** Opening DATASET CONTENT block **

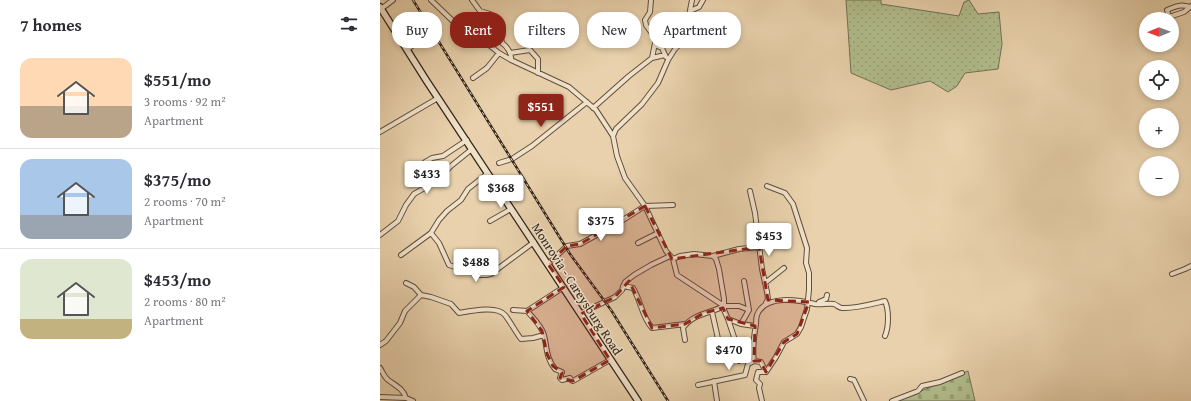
<!DOCTYPE html>
<html lang="en">
<head>
<meta charset="utf-8">
<style>
	:root { --surface:#fff; --page:#f2f2f3; --text:#2b2b33; --muted:#7c7c81; --line:#e1e1e2; --accent:#8f2418 }
	body { margin:0; font-family:"Gentium Book Plus",serif; background:var(--page); color:var(--text); height:100vh; display:flex; flex-direction:column; font-size:15px; white-space:nowrap }
	* { box-sizing:border-box; margin:0 }
	p { font-size:13px; color:var(--muted) }
	.icon { flex:none; width:22px; height:22px; fill:none; stroke:currentColor; stroke-width:2; stroke-linecap:round; stroke-linejoin:round }
	.map { position:relative; flex:1; overflow:hidden }
	.side { display:flex; flex-direction:column; background:var(--surface); width:380px }
	.side>* { flex:none }
	.banner { position:absolute; left:12px; top:12px; width:380px; height:36px; display:flex; gap:8px }
	.needle { width:26px; rotate:269deg }
	.fabs { position:absolute; left:759px; top:12px; display:grid; gap:8px }
	.fabs a { display:grid; place-items:center; width:40px; height:40px; border-radius:50%; background:var(--surface); box-shadow:0 2px 6px #0003; font-size:20px }
	.price { position:absolute; translate:-50% -34px; padding:0 9px; border-radius:4px; background:#fff; color:#222; font-size:13px; line-height:26px; filter:drop-shadow(0 1px 2px #0008) }
	.price::after { content:''; position:absolute; left:50%; top:24px; width:12px; height:9px; margin-left:-6px; background:inherit; clip-path:polygon(0 0,100% 0,50% 100%) }
	.price.active { background:var(--accent); color:#fff }
	ul { padding:0; list-style:none }
	li { display:flex; align-items:center; gap:12px; height:100px; padding:0 20px }
	li+li { border-top:1px solid var(--line) }
	li span { display:grid; place-items:center; flex:none; width:112px; height:80px; border-radius:12px; color:#555 }
	li>.icon { margin-inline-start:auto }
	span .icon { width:48px; height:48px; fill:#fffc; stroke-width:1 }
	li b { font-size:17px }
	h2 { display:flex; justify-content:space-between; align-items:center; height:48px; padding:0 20px; font-size:17px }
	.pill { padding:0 14px; border-radius:16px; background:var(--surface); box-shadow:0 2px 6px #0003; font-size:14px; line-height:36px }
	.pill.active { background:var(--accent); color:#fff }
	main { display:flex; flex:1; min-height:0 }
	.map>svg:first-child { display:block }
	.grass { fill:url(#grass-dots); stroke:#727054 }
	.cemetery { fill:url(#cemetery-stones); stroke:#727054 }
	.lines { fill:none; stroke-linecap:round; stroke-linejoin:round }
	.minor-casing { stroke:#604f3e; stroke-width:6 }
	.secondary-casing { stroke:#32241a; stroke-width:8 }
	.minor { stroke:#f0e1c9; stroke-width:4 }
	.secondary { stroke:#f0e1c9; stroke-width:5.5 }
	.rail-casing { stroke:#32241a; stroke-width:2.5 }
	.rail { stroke:#f0e1c9; stroke-width:1; stroke-dasharray:3; stroke-linecap:butt }
	.marked { fill:#8f2418; fill-opacity:0.2; stroke:#8f2418; stroke-width:3; stroke-dasharray:8 5; stroke-linejoin:round }
	.labels { text-anchor:middle; dominant-baseline:central; stroke-width:3; stroke-linejoin:round; paint-order:stroke }
	.street-label { font-size:13px; fill:#32241a; stroke:#f0e1c9 }
</style>
</head>
<body>
<main>
<section class="side">
<h2>7 homes<svg class="icon" aria-label="filters" viewBox="0 0 24 24"><path d="M4 7h16M4 17h16"/><circle cx="9" cy="7" r="2"/><circle cx="15" cy="17" r="2"/></svg></h2>
<ul>
<li><span style="background:linear-gradient(#ffd9b3 60%,#b9a48a 0)"><svg class="icon" aria-label="home" viewBox="0 0 24 24"><path d="M3 11l9-7 9 7M6 9v11h12V9"/></svg></span><div><b>$551/mo</b><p>3 rooms · 92 m²</p><p>Apartment</p></div></li>
<li><span style="background:linear-gradient(#a9c7e8 70%,#9aa5b1 0)"><svg class="icon" aria-label="home" viewBox="0 0 24 24"><path d="M3 11l9-7 9 7M6 9v11h12V9"/></svg></span><div><b>$375/mo</b><p>2 rooms · 70 m²</p><p>Apartment</p></div></li>
<li><span style="background:linear-gradient(#dfe7d0 75%,#c2b280 0)"><svg class="icon" aria-label="home" viewBox="0 0 24 24"><path d="M3 11l9-7 9 7M6 9v11h12V9"/></svg></span><div><b>$453/mo</b><p>2 rooms · 80 m²</p><p>Apartment</p></div></li>
</ul>
</section>
<div class="map">
<svg width="811" height="401" viewBox="0 0 811 401">
	<defs>
		<pattern id="grass-dots" width="8" height="8" patternUnits="userSpaceOnUse"><rect width="8" height="8" fill="#b1bd8d"/><path d="M2 2h.1M6 6h.1" fill="none" stroke="#99a279" stroke-width="1.8" stroke-linecap="round"/></pattern>
		<pattern id="cemetery-stones" width="16" height="16" patternUnits="userSpaceOnUse"><rect width="16" height="16" fill="#b1bd8d"/><path d="M2 7V4a2 2 0 0 1 4 0v3zM10 15v-3a2 2 0 0 1 4 0v3z" fill="#99a279"/></pattern>
	</defs>
	<rect width="100%" height="100%" fill="#e8d1ac"/>
	<filter id="stains"><feTurbulence type="fractalNoise" baseFrequency=".005" numOctaves="4"/><feColorMatrix values="0 0 0 0 .2 0 0 0 0 .09 0 0 0 0 .02 0 0 0 .5 -.17"/></filter>
	<radialGradient id="worn" r=".72"><stop offset=".6" stop-color="#630" stop-opacity="0"/><stop offset="1" stop-color="#630" stop-opacity=".3"/></radialGradient>
	<path class="grass" d="M466,0H501V4L579,16L584,2L589,0L598,14L619,12L622,44L618,69L585,73L577,86L568,92L550,81L511,90L471,73Z"/>
	<path class="cemetery" d="M588,371L595,401H518Z"/>
	<g class="lines">
		<defs>
			<path id="minor" d="M51,0L77,25L89,29L119,53L131,60L189,87L216,110L233,136L237,156L245,178L265,206L286,251L293,259L297,275L344,306H359L369,310L361,324L375,326
				M92,0L100,11L110,14L120,32L122,43C127,46 132,54 131,60
				M271,0L270,12L265,20L266,25L273,35L277,46L282,48L286,57
				M810,7C801,4 796,6 787,10L789,17L804,12L811,6
				M1,9L13,0
				M310,11L319,7L323,0
				M27,50L57,26
				M130,53L150,50L158,59V73
				M272,58L275,43
				M93,78L107,68L119,53
				M213,108L249,76L272,58L285,55
				M0,132L58,98
				M233,136L236,129L262,104L278,83L288,60L295,49L301,43L305,36L312,0
				M119,163L132,159L152,146L207,102
				M37,171L45,162L52,158L63,156L87,140
				M370,191L375,213L382,269L387,292L388,299L385,305
				M110,221L131,209
				M51,233L59,243L69,265L99,275H106L111,274L154,242
				M0,235L18,221L26,205L34,194L53,183L71,166L92,149
				M258,243L278,233
				M21,255L51,233L59,220L67,211L81,200L88,189L108,173
				M333,256L359,249L379,247
				M293,259L300,256L314,254L333,256L336,259L339,269L344,299V310L348,319L361,324
				M168,264L187,246L200,244L235,225L265,206L293,205
				M792,274L805,269L811,266
				M364,281L369,310
				M26,283L34,287L41,295L51,297L71,304L79,313C90,311 117,305 125,315C131,323 135,331 141,339L153,338L164,335
				M385,283L404,268
				M243,286L253,288C261,301 262,317 272,328L305,324
				M439,302L446,299L447,295
				M133,310L147,311C153,318 161,325 164,335C167,347 166,358 175,369L182,372L180,378L182,380L190,378L191,380L193,381L230,360
				M147,311L184,287
				M332,312L339,343
				M201,313L235,297L242,290L245,282L254,275L271,265L290,256
				M348,319L355,340L359,361
				M305,340L303,328C312,314 331,313 344,306
				M0,345L6,341L20,323L25,311L41,295
				M0,368C2,371 4,376 7,379C14,385 23,388 26,398
				M386,372L396,357L404,342L417,334L421,327L427,309L429,290V273L426,263L427,248L413,204L405,193L387,186
				M470,379L474,380L484,401
				M334,381L337,401
				M318,385L365,375L368,364L374,361
				M0,397L26,398L33,401
				M382,401L379,388L380,384L376,380L378,372H386L381,362L374,361C372,349 374,336 376,324C376,321 376,318 377,315C385,294 419,300 435,304C441,305 448,303 454,304C457,305 459,308 462,308C474,309 492,304 505,301C509,310 509,326 505,336
				M512,401L538,391L542,386L560,382L582,373"/>
			<path id="secondary" d="M0,7L46,80L258,401"/>
		</defs>
		<use href="#minor" class="minor-casing"/>
		<use href="#secondary" class="secondary-casing"/>
		<use href="#minor" class="minor"/>
		<use href="#secondary" class="secondary"/>
		<defs>
			<path id="rail" d="M33,0L190,254L231,310L288,401"/>
		</defs>
		<use href="#rail" class="rail-casing"/>
		<use href="#rail" class="rail"/>
	</g>
	<path class="marked" d="M265,206L292,259L379,247L388,300L429,302L417,334L404,342L386,372L380,361H374L375,326L348,319L343,308L324,313L305,324L272,328L249,281L235,297L201,314L230,360L193,381L180,378L182,373L173,366L167,354L162,331L147,311L184,287L168,264L187,246L200,244Z"/>
	<g class="labels">
		<g class="street-label">
			<text transform="translate(197 289) rotate(57)">Monrovia - Careysburg Road</text>
		</g>
	</g>
	<rect width="100%" height="100%" filter="url(#stains)"/>
	<rect width="100%" height="100%" fill="url(#worn)"/>
</svg>
<div class="fabs">
<a><svg class="needle" viewBox="-14 -14 28 28"><path d="M0-13l5 13h-10z" fill="#e53935"/><path d="M0 13l5-13h-10z" fill="#7c7c81"/></svg></a>
<a><svg class="icon" aria-label="locate" viewBox="0 0 24 24"><circle cx="12" cy="12" r="6"/><path d="M12 2v4M12 18v4M2 12h4M18 12h4"/></svg></a>
<a>+</a>
<a>−</a>
</div>
<b class="price active" style="left:161px;top:128px">$551</b>
<b class="price" style="left:47px;top:195px">$433</b>
<b class="price" style="left:121px;top:209px">$368</b>
<b class="price" style="left:221px;top:242px">$375</b>
<b class="price" style="left:389px;top:257px">$453</b>
<b class="price" style="left:96px;top:283px">$488</b>
<b class="price" style="left:349px;top:371px">$470</b>
<div class="banner">
<a class="pill">Buy</a>
<a class="pill active">Rent</a>
<a class="pill">Filters</a>
<a class="pill">New</a>
<a class="pill">Apartment</a>
</div>
</div>
</main>
</body>
</html>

** Closing DATASET CONTENT block **

- [TASK ITEM] Where a line of the data includes the string "casing", list that line.

- [REPLY TO THE TASK]
	.minor-casing { stroke:#604f3e; stroke-width:6 }
	.secondary-casing { stroke:#32241a; stroke-width:8 }
	.rail-casing { stroke:#32241a; stroke-width:2.5 }
		<use href="#minor" class="minor-casing"/>
		<use href="#secondary" class="secondary-casing"/>
		<use href="#rail" class="rail-casing"/>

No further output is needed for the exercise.